··· RECORDS SUPPLIED ···

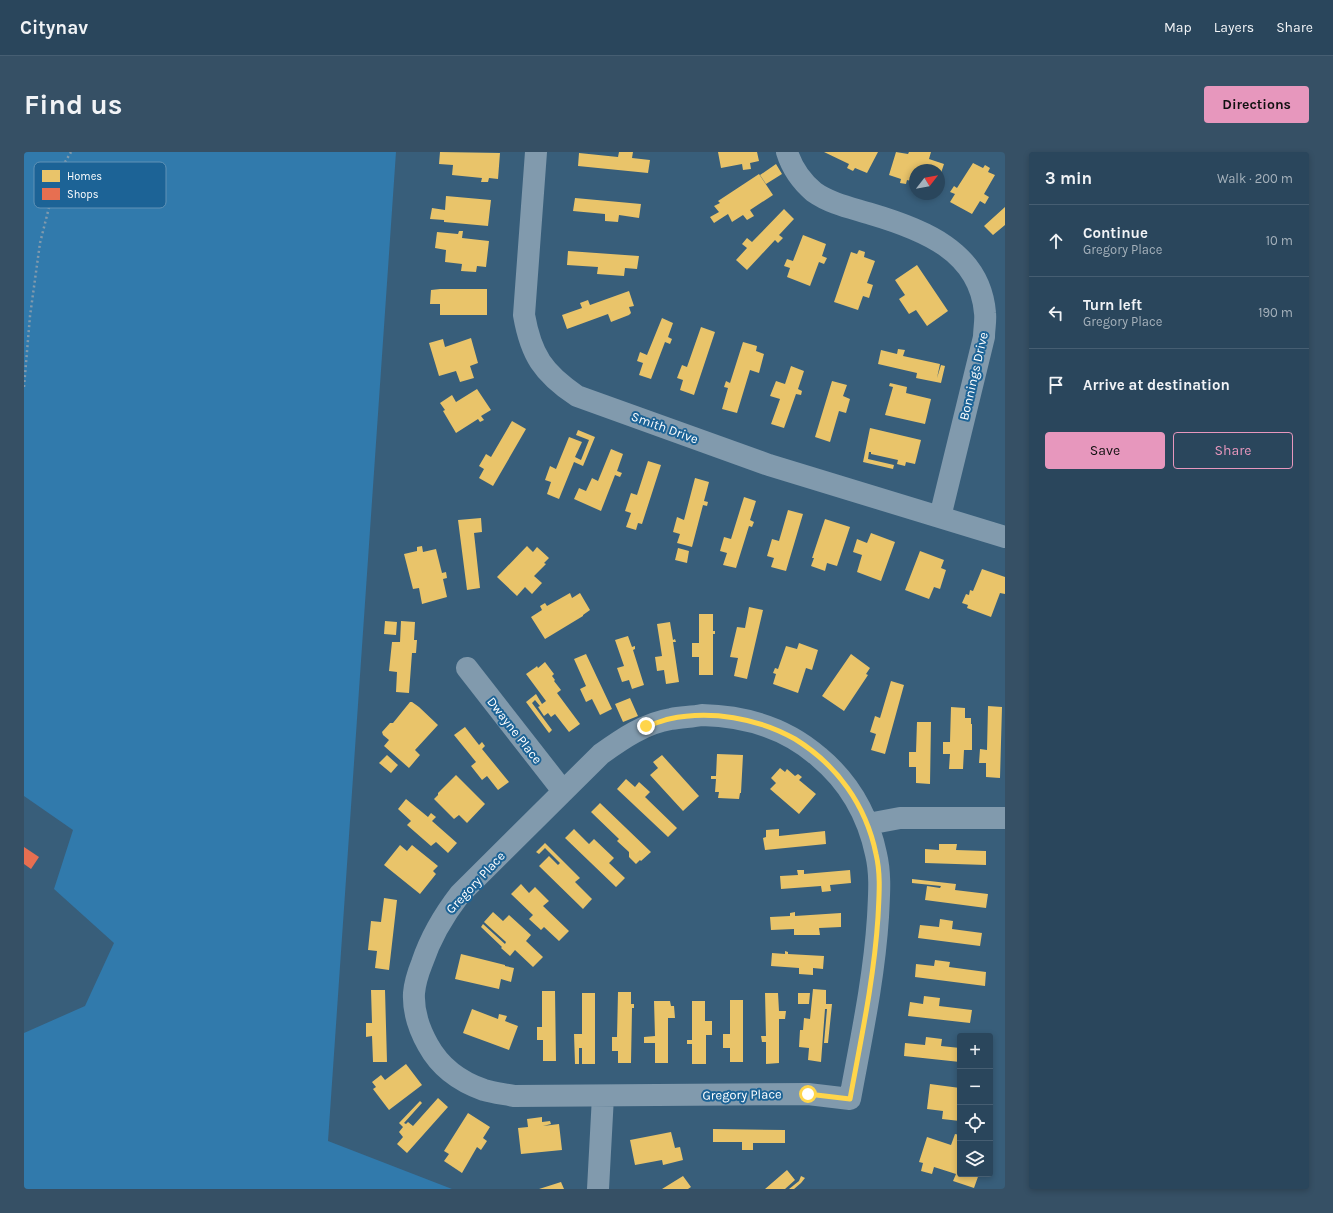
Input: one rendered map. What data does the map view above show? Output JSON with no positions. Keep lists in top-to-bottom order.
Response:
{
  "streets": {
    "street": [
      "Bonnings Drive",
      "Smith Drive",
      "Dwayne Place",
      "Gregory Place"
    ]
  },
  "crossings": [
    ["Bonnings Drive", "Smith Drive"],
    ["Dwayne Place", "Gregory Place"]
  ],
  "legend": ["Homes", "Shops"],
  "north": "top right",
  "page": {
    "header": "Citynav",
    "nav": ["Map", "Layers", "Share"],
    "buttons": [
      "Directions",
      ["Save", "Share"]
    ],
    "title": "Find us",
    "heading": ["3 min", "Walk · 200 m"],
    "list": [
      ["Continue", "Gregory Place", "10 m"],
      ["Turn left", "Gregory Place", "190 m"],
      "Arrive at destination"
    ],
    "map_buttons": ["+", "−"]
  }
}
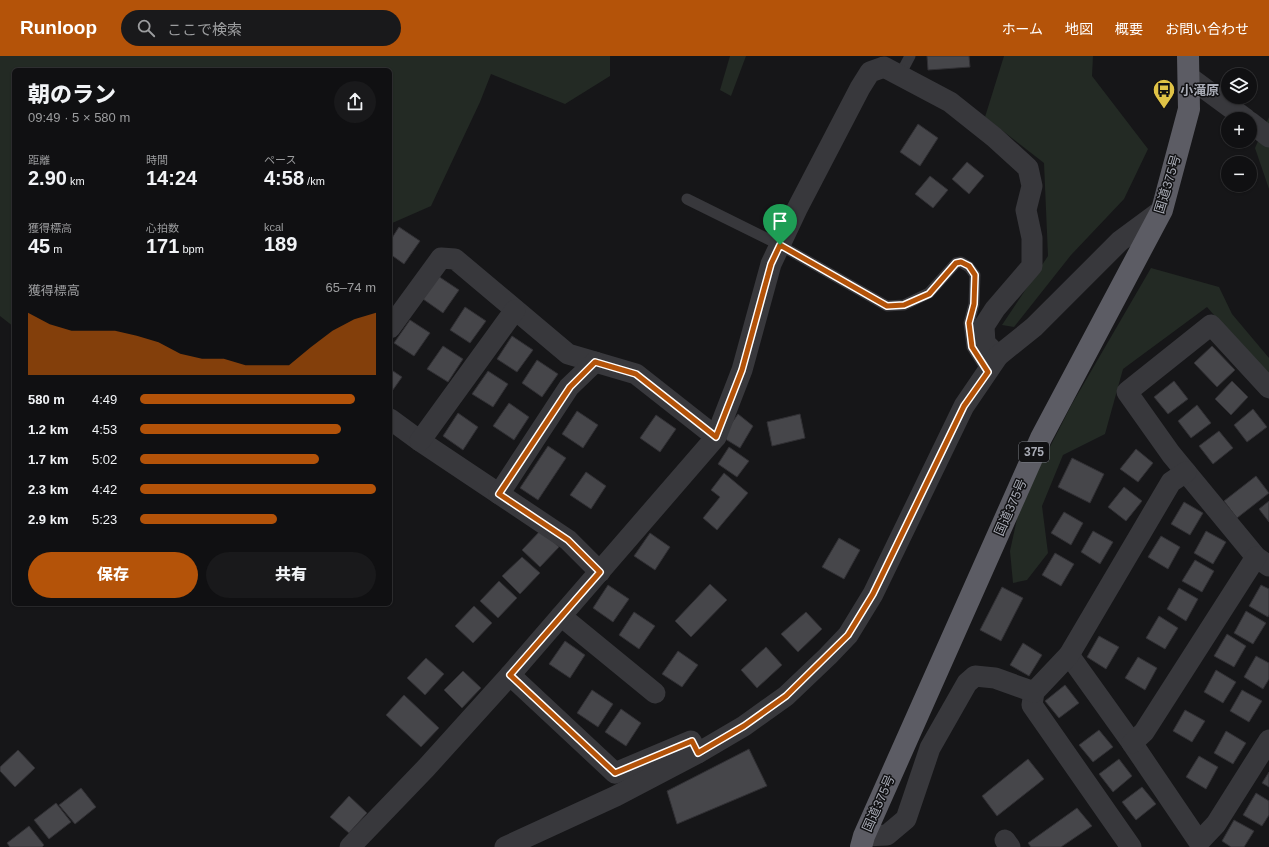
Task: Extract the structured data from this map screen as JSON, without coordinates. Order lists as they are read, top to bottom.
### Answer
{
  "streets": {
    "highway": ["国道375号", "375"]
  },
  "places": {
    "bus stop": ["小滝原"]
  },
  "page": {
    "header": "Runloop",
    "search": "ここで検索",
    "nav": [
      "ホーム",
      "地図",
      "概要",
      "お問い合わせ"
    ],
    "map_buttons": ["+", "−"],
    "heading": ["朝のラン", "09:49 · 5 × 580 m"],
    "stats": [
      ["距離", "2.90 km"],
      ["時間", "14:24"],
      ["ペース", "4:58 /km"],
      ["獲得標高", "45 m"],
      ["心拍数", "171 bpm"],
      ["kcal", "189"]
    ],
    "chart": ["獲得標高", "65–74 m"],
    "list": [
      {
        "name": "580 m",
        "note": "4:49"
      },
      {
        "name": "1.2 km",
        "note": "4:53"
      },
      {
        "name": "1.7 km",
        "note": "5:02"
      },
      {
        "name": "2.3 km",
        "note": "4:42"
      },
      {
        "name": "2.9 km",
        "note": "5:23"
      }
    ],
    "buttons": ["保存", "共有"]
  }
}
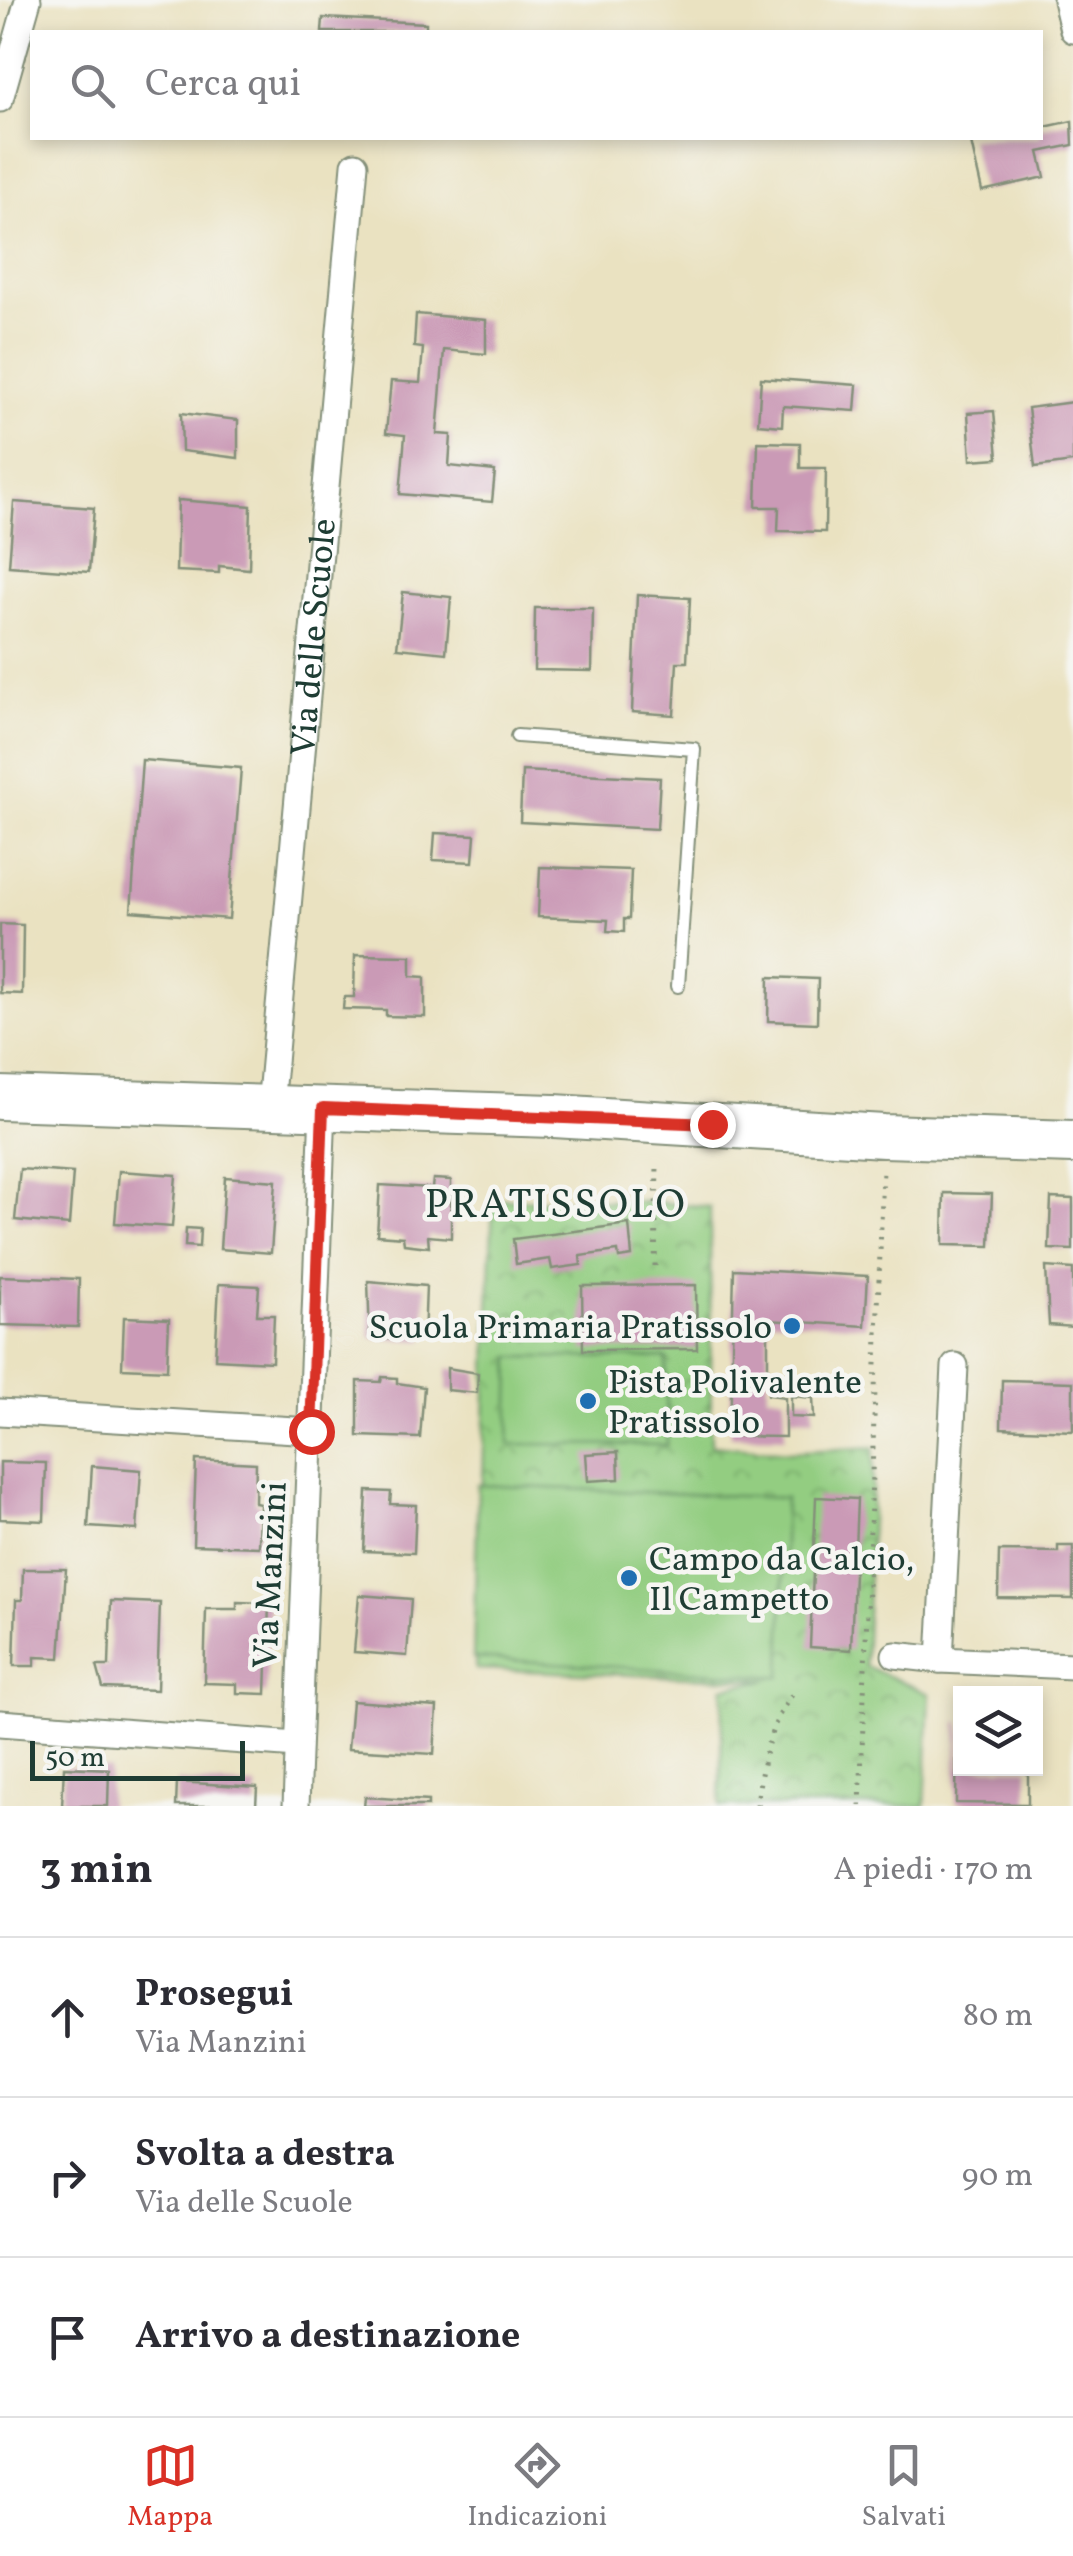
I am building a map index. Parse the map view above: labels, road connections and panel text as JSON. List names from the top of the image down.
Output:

···

Copy each line from the entries above that has the word "bottom" in it.

▸ OUTPUT
Input: one rendered map. What data does the map view above show? Output JSON with no positions. Keep lists in top-to-bottom order.
Task: Extract the structured data from this map screen as JSON, without coordinates. Order lists as they are read, top to bottom.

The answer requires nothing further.